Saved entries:
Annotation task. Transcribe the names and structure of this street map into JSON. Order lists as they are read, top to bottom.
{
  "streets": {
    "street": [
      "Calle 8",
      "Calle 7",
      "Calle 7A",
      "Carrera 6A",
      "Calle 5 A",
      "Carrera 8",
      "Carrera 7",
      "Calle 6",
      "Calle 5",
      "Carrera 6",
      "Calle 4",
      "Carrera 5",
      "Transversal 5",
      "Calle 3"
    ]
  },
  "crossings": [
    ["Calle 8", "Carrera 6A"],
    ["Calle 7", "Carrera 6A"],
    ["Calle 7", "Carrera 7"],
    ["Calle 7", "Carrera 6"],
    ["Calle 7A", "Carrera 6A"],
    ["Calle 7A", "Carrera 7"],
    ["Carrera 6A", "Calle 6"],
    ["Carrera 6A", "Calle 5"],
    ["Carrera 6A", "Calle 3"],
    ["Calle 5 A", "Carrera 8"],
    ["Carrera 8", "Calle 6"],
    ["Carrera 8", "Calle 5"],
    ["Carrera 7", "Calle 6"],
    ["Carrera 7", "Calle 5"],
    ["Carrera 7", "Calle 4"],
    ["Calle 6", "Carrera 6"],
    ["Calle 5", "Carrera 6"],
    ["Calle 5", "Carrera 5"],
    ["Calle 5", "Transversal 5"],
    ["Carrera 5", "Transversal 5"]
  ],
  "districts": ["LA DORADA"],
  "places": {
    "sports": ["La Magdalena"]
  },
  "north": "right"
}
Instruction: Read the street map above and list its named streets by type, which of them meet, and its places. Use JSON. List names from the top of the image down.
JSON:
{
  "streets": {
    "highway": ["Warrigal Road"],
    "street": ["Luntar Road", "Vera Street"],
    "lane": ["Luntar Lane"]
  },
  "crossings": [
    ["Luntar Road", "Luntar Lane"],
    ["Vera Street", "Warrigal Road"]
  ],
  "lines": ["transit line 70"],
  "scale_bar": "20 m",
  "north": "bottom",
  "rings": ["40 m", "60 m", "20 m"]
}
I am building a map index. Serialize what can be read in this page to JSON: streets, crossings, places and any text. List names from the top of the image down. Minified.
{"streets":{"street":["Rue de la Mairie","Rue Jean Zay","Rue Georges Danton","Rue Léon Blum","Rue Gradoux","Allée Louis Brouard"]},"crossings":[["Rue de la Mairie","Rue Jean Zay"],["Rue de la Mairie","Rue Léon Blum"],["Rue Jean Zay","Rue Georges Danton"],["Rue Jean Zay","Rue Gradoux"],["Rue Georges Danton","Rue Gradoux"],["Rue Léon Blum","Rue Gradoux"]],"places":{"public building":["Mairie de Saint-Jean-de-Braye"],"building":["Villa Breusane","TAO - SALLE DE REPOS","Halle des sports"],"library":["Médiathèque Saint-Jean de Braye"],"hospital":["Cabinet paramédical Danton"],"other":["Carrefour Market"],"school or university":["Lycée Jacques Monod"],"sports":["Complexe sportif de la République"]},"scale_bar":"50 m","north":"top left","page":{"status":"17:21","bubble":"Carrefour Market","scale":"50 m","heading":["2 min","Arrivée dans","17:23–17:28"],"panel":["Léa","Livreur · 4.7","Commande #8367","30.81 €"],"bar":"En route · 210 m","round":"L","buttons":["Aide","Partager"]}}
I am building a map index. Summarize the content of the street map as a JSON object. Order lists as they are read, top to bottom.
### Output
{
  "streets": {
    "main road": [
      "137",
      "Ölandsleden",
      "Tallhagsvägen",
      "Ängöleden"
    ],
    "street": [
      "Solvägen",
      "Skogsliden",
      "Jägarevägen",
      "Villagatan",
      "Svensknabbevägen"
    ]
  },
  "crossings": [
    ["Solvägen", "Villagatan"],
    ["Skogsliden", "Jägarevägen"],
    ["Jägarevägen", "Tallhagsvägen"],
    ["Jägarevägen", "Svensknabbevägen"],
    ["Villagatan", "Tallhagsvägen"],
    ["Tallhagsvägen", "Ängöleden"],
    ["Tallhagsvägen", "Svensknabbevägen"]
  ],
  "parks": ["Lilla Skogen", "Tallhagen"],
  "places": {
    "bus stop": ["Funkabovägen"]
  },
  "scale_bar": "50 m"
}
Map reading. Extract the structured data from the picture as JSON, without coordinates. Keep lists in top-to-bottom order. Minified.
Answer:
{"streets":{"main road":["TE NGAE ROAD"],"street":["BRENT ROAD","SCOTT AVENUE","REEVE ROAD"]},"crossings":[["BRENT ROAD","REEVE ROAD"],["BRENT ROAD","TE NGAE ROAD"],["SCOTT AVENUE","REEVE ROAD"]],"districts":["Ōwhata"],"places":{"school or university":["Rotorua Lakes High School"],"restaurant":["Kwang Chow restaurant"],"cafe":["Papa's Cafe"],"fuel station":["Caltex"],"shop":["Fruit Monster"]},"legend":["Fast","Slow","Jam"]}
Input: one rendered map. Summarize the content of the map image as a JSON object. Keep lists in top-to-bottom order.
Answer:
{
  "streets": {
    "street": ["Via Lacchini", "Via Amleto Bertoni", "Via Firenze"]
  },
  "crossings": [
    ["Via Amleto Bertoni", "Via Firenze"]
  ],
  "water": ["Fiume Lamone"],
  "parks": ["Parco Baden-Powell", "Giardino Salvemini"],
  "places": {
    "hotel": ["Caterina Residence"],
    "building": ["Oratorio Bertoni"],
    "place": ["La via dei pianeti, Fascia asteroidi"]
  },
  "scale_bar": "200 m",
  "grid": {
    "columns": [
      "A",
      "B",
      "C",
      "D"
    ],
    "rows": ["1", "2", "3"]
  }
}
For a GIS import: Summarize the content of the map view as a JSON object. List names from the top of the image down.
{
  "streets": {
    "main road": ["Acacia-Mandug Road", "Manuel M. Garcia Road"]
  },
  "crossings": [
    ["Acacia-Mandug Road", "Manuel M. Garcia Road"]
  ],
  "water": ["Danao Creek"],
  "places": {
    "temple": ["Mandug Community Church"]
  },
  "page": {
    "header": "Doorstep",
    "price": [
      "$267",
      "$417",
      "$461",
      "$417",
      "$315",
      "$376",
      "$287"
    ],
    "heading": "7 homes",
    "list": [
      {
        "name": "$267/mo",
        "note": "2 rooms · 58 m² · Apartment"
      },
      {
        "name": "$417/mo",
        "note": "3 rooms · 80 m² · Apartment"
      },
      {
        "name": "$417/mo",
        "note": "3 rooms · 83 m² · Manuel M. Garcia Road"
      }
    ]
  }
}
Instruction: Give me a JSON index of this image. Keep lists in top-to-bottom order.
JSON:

**DIRECTIONS FOR THIS TASK:** Set down the entries again, exactly as they stand above.

**THE ANSWER:**
Annotation task. Transcribe the names and structure of this street map into JSON. Order lists as they are read, top to bottom.
{
  "streets": {
    "street": [
      "Calle 8",
      "Calle 7",
      "Calle 7A",
      "Carrera 6A",
      "Calle 5 A",
      "Carrera 8",
      "Carrera 7",
      "Calle 6",
      "Calle 5",
      "Carrera 6",
      "Calle 4",
      "Carrera 5",
      "Transversal 5",
      "Calle 3"
    ]
  },
  "crossings": [
    ["Calle 8", "Carrera 6A"],
    ["Calle 7", "Carrera 6A"],
    ["Calle 7", "Carrera 7"],
    ["Calle 7", "Carrera 6"],
    ["Calle 7A", "Carrera 6A"],
    ["Calle 7A", "Carrera 7"],
    ["Carrera 6A", "Calle 6"],
    ["Carrera 6A", "Calle 5"],
    ["Carrera 6A", "Calle 3"],
    ["Calle 5 A", "Carrera 8"],
    ["Carrera 8", "Calle 6"],
    ["Carrera 8", "Calle 5"],
    ["Carrera 7", "Calle 6"],
    ["Carrera 7", "Calle 5"],
    ["Carrera 7", "Calle 4"],
    ["Calle 6", "Carrera 6"],
    ["Calle 5", "Carrera 6"],
    ["Calle 5", "Carrera 5"],
    ["Calle 5", "Transversal 5"],
    ["Carrera 5", "Transversal 5"]
  ],
  "districts": ["LA DORADA"],
  "places": {
    "sports": ["La Magdalena"]
  },
  "north": "right"
}
Instruction: Read the street map above and list its named streets by type, which of them meet, and its places. Use JSON. List names from the top of the image down.
JSON:
{
  "streets": {
    "highway": ["Warrigal Road"],
    "street": ["Luntar Road", "Vera Street"],
    "lane": ["Luntar Lane"]
  },
  "crossings": [
    ["Luntar Road", "Luntar Lane"],
    ["Vera Street", "Warrigal Road"]
  ],
  "lines": ["transit line 70"],
  "scale_bar": "20 m",
  "north": "bottom",
  "rings": ["40 m", "60 m", "20 m"]
}
I am building a map index. Serialize what can be read in this page to JSON: streets, crossings, places and any text. List names from the top of the image down. Minified.
{"streets":{"street":["Rue de la Mairie","Rue Jean Zay","Rue Georges Danton","Rue Léon Blum","Rue Gradoux","Allée Louis Brouard"]},"crossings":[["Rue de la Mairie","Rue Jean Zay"],["Rue de la Mairie","Rue Léon Blum"],["Rue Jean Zay","Rue Georges Danton"],["Rue Jean Zay","Rue Gradoux"],["Rue Georges Danton","Rue Gradoux"],["Rue Léon Blum","Rue Gradoux"]],"places":{"public building":["Mairie de Saint-Jean-de-Braye"],"building":["Villa Breusane","TAO - SALLE DE REPOS","Halle des sports"],"library":["Médiathèque Saint-Jean de Braye"],"hospital":["Cabinet paramédical Danton"],"other":["Carrefour Market"],"school or university":["Lycée Jacques Monod"],"sports":["Complexe sportif de la République"]},"scale_bar":"50 m","north":"top left","page":{"status":"17:21","bubble":"Carrefour Market","scale":"50 m","heading":["2 min","Arrivée dans","17:23–17:28"],"panel":["Léa","Livreur · 4.7","Commande #8367","30.81 €"],"bar":"En route · 210 m","round":"L","buttons":["Aide","Partager"]}}
I am building a map index. Summarize the content of the street map as a JSON object. Order lists as they are read, top to bottom.
### Output
{
  "streets": {
    "main road": [
      "137",
      "Ölandsleden",
      "Tallhagsvägen",
      "Ängöleden"
    ],
    "street": [
      "Solvägen",
      "Skogsliden",
      "Jägarevägen",
      "Villagatan",
      "Svensknabbevägen"
    ]
  },
  "crossings": [
    ["Solvägen", "Villagatan"],
    ["Skogsliden", "Jägarevägen"],
    ["Jägarevägen", "Tallhagsvägen"],
    ["Jägarevägen", "Svensknabbevägen"],
    ["Villagatan", "Tallhagsvägen"],
    ["Tallhagsvägen", "Ängöleden"],
    ["Tallhagsvägen", "Svensknabbevägen"]
  ],
  "parks": ["Lilla Skogen", "Tallhagen"],
  "places": {
    "bus stop": ["Funkabovägen"]
  },
  "scale_bar": "50 m"
}
Map reading. Extract the structured data from the picture as JSON, without coordinates. Keep lists in top-to-bottom order. Minified.
Answer:
{"streets":{"main road":["TE NGAE ROAD"],"street":["BRENT ROAD","SCOTT AVENUE","REEVE ROAD"]},"crossings":[["BRENT ROAD","REEVE ROAD"],["BRENT ROAD","TE NGAE ROAD"],["SCOTT AVENUE","REEVE ROAD"]],"districts":["Ōwhata"],"places":{"school or university":["Rotorua Lakes High School"],"restaurant":["Kwang Chow restaurant"],"cafe":["Papa's Cafe"],"fuel station":["Caltex"],"shop":["Fruit Monster"]},"legend":["Fast","Slow","Jam"]}
Input: one rendered map. Summarize the content of the map image as a JSON object. Keep lists in top-to-bottom order.
Answer:
{
  "streets": {
    "street": ["Via Lacchini", "Via Amleto Bertoni", "Via Firenze"]
  },
  "crossings": [
    ["Via Amleto Bertoni", "Via Firenze"]
  ],
  "water": ["Fiume Lamone"],
  "parks": ["Parco Baden-Powell", "Giardino Salvemini"],
  "places": {
    "hotel": ["Caterina Residence"],
    "building": ["Oratorio Bertoni"],
    "place": ["La via dei pianeti, Fascia asteroidi"]
  },
  "scale_bar": "200 m",
  "grid": {
    "columns": [
      "A",
      "B",
      "C",
      "D"
    ],
    "rows": ["1", "2", "3"]
  }
}
For a GIS import: Summarize the content of the map view as a JSON object. List names from the top of the image down.
{
  "streets": {
    "main road": ["Acacia-Mandug Road", "Manuel M. Garcia Road"]
  },
  "crossings": [
    ["Acacia-Mandug Road", "Manuel M. Garcia Road"]
  ],
  "water": ["Danao Creek"],
  "places": {
    "temple": ["Mandug Community Church"]
  },
  "page": {
    "header": "Doorstep",
    "price": [
      "$267",
      "$417",
      "$461",
      "$417",
      "$315",
      "$376",
      "$287"
    ],
    "heading": "7 homes",
    "list": [
      {
        "name": "$267/mo",
        "note": "2 rooms · 58 m² · Apartment"
      },
      {
        "name": "$417/mo",
        "note": "3 rooms · 80 m² · Apartment"
      },
      {
        "name": "$417/mo",
        "note": "3 rooms · 83 m² · Manuel M. Garcia Road"
      }
    ]
  }
}
Instruction: Give me a JSON index of this image. Keep lists in top-to-bottom order.
JSON:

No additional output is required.